* Stored items from a collection *
=== Begin Enclosure ===
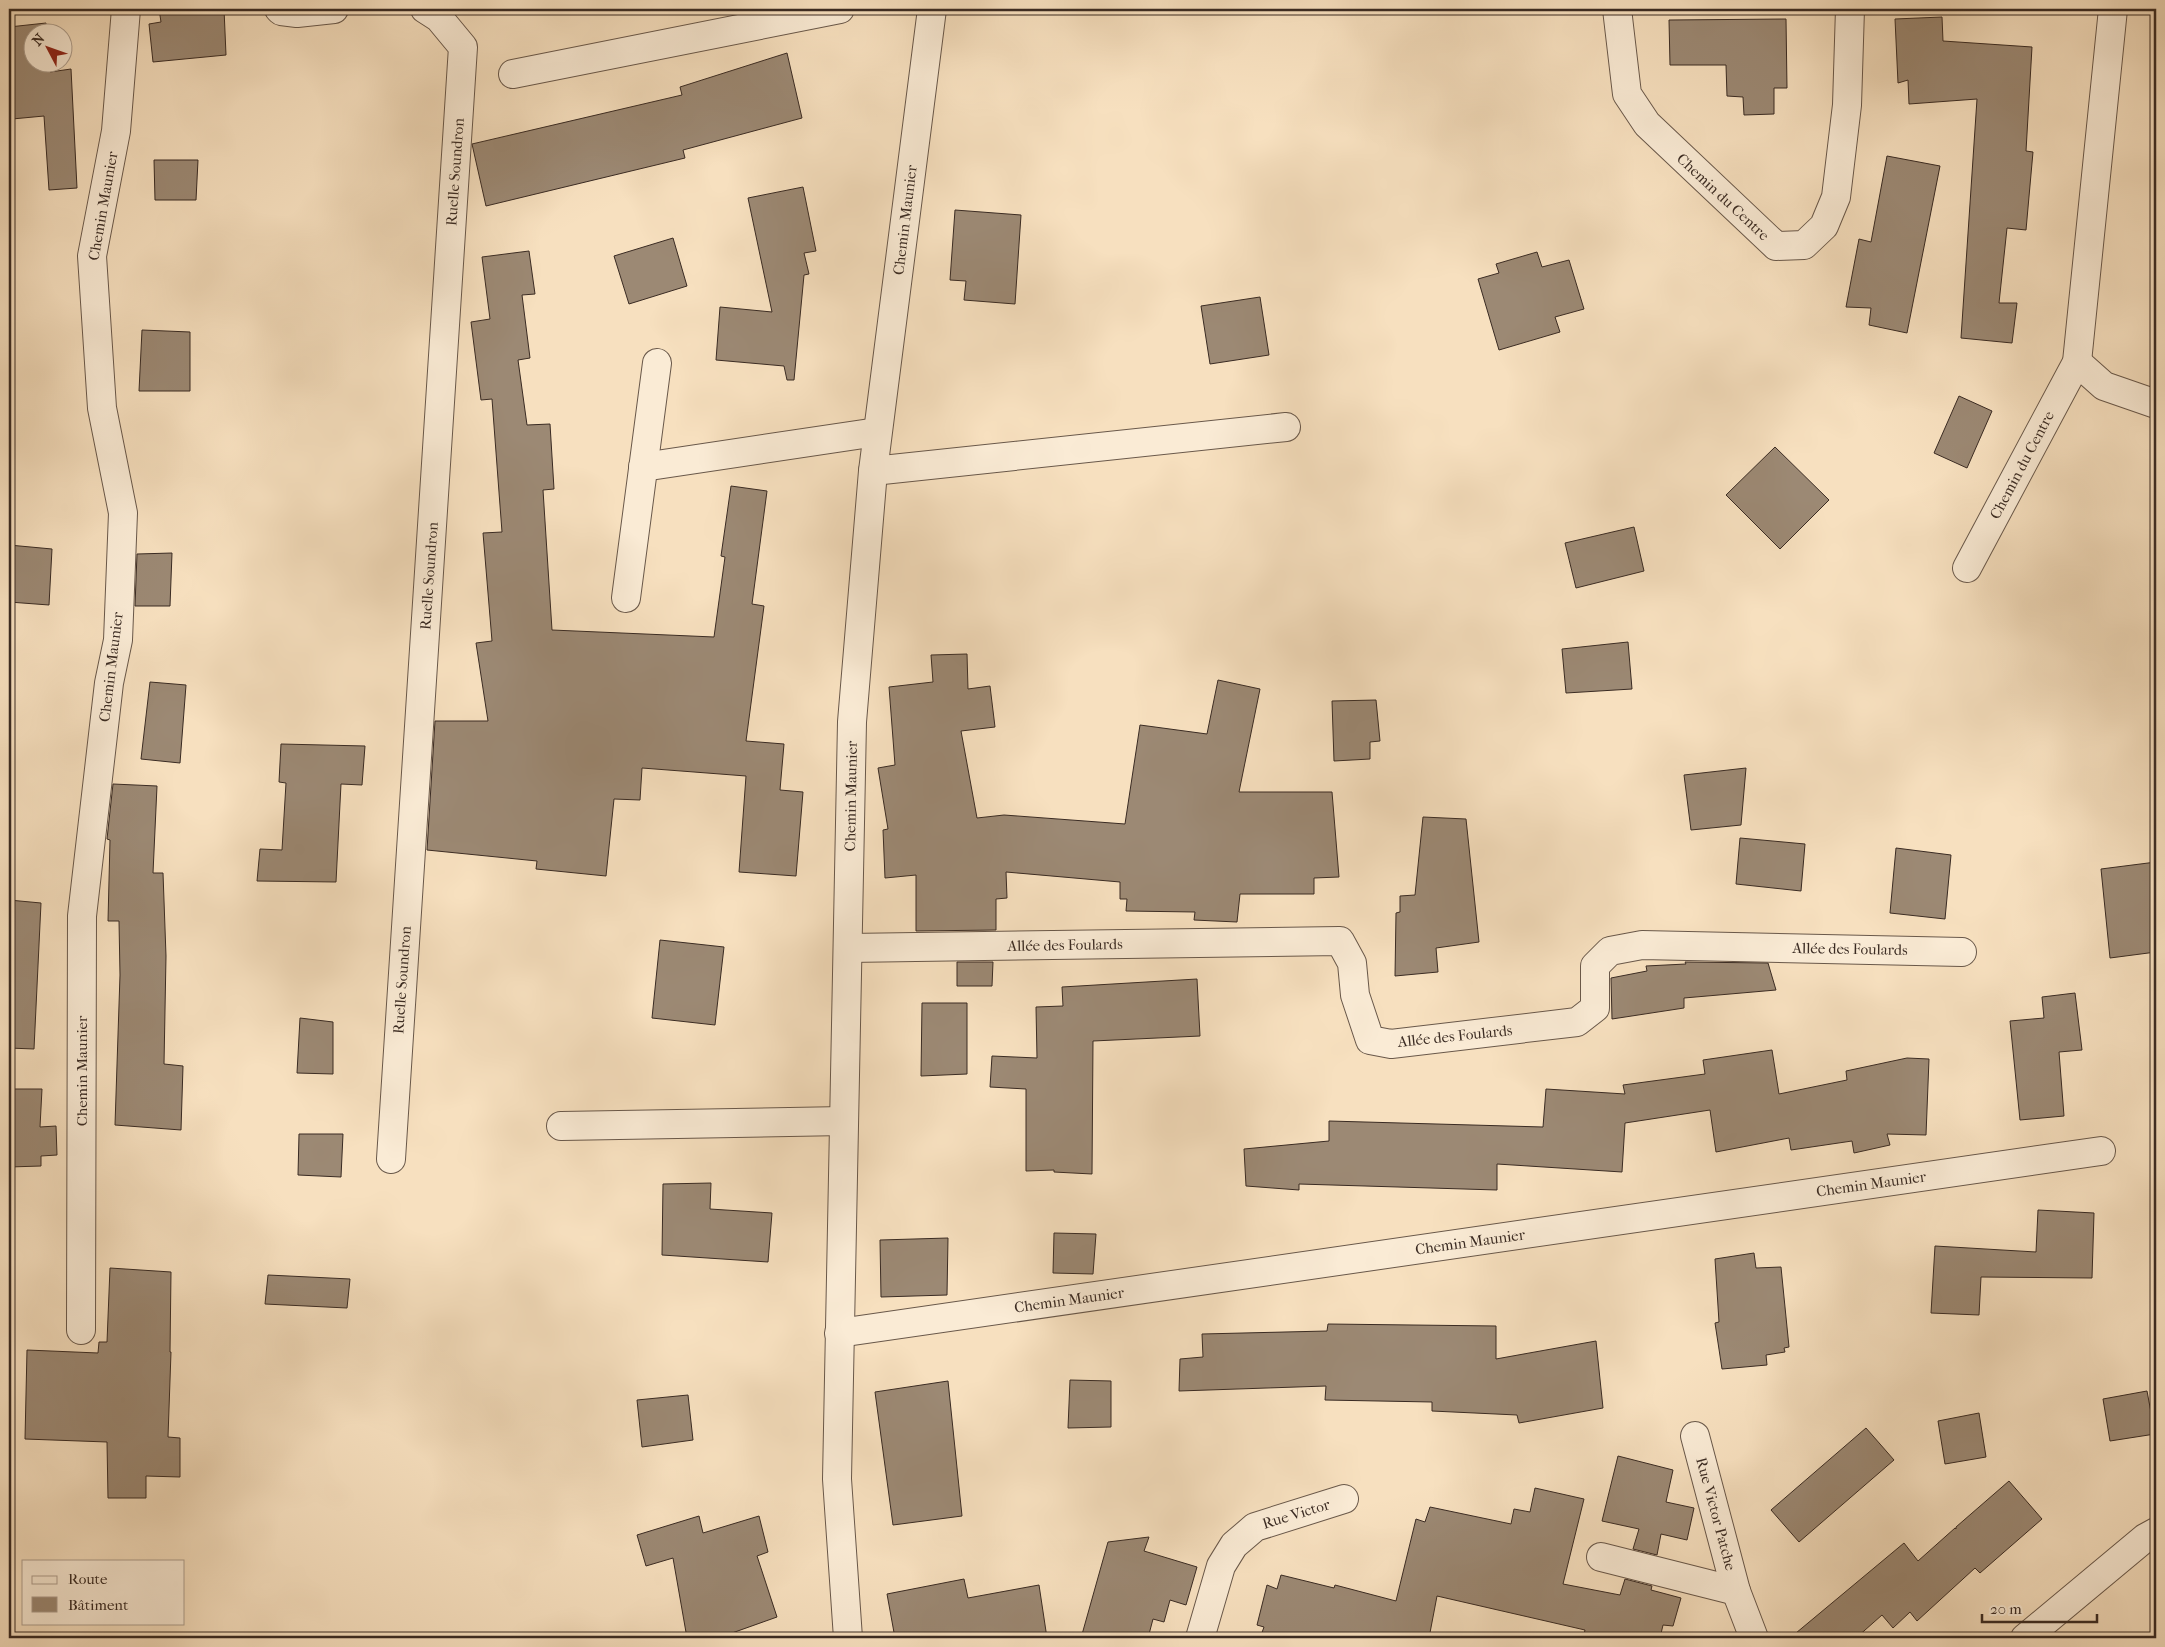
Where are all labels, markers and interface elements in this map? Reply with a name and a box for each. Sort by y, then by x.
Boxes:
north arrow [22,22,72,72]
text: N [29,30,49,49]
street label: Ruelle Soundron [442,117,468,227]
street label: Chemin Maunier [85,149,122,262]
street label: Chemin du Centre [1673,150,1773,245]
street label: Chemin Maunier [889,163,921,276]
street label: Chemin du Centre [1986,407,2058,522]
street label: Ruelle Soundron [416,521,442,631]
street label: Chemin Maunier [95,610,127,723]
street label: Chemin Maunier [841,740,861,851]
street label: Ruelle Soundron [389,925,415,1035]
street label: Allée des Foulards [1006,935,1123,955]
street label: Allée des Foulards [1791,939,1908,959]
street label: Chemin Maunier [73,1015,91,1126]
street label: Allée des Foulards [1396,1021,1514,1051]
street label: Chemin Maunier [1815,1167,1928,1201]
street label: Chemin Maunier [1414,1225,1527,1259]
street label: Chemin Maunier [1013,1283,1126,1317]
street label: Rue Victor Patche [1692,1455,1740,1573]
street label: Rue Victor [1260,1495,1333,1533]
legend [22,1560,185,1624]
text: Route [68,1570,108,1588]
scale bar [1982,1592,2098,1624]
text: Bâtiment [68,1596,129,1614]
text: 20 m [1990,1600,2022,1618]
=== End Enclosure ===
* WHAT YOU NEED TO DO *
The answer must consist of every line above that contains the word "Chemin".

* EXERCISE SOLUTION *
street label: Chemin Maunier [85,149,122,262]
street label: Chemin du Centre [1673,150,1773,245]
street label: Chemin Maunier [889,163,921,276]
street label: Chemin du Centre [1986,407,2058,522]
street label: Chemin Maunier [95,610,127,723]
street label: Chemin Maunier [841,740,861,851]
street label: Chemin Maunier [73,1015,91,1126]
street label: Chemin Maunier [1815,1167,1928,1201]
street label: Chemin Maunier [1414,1225,1527,1259]
street label: Chemin Maunier [1013,1283,1126,1317]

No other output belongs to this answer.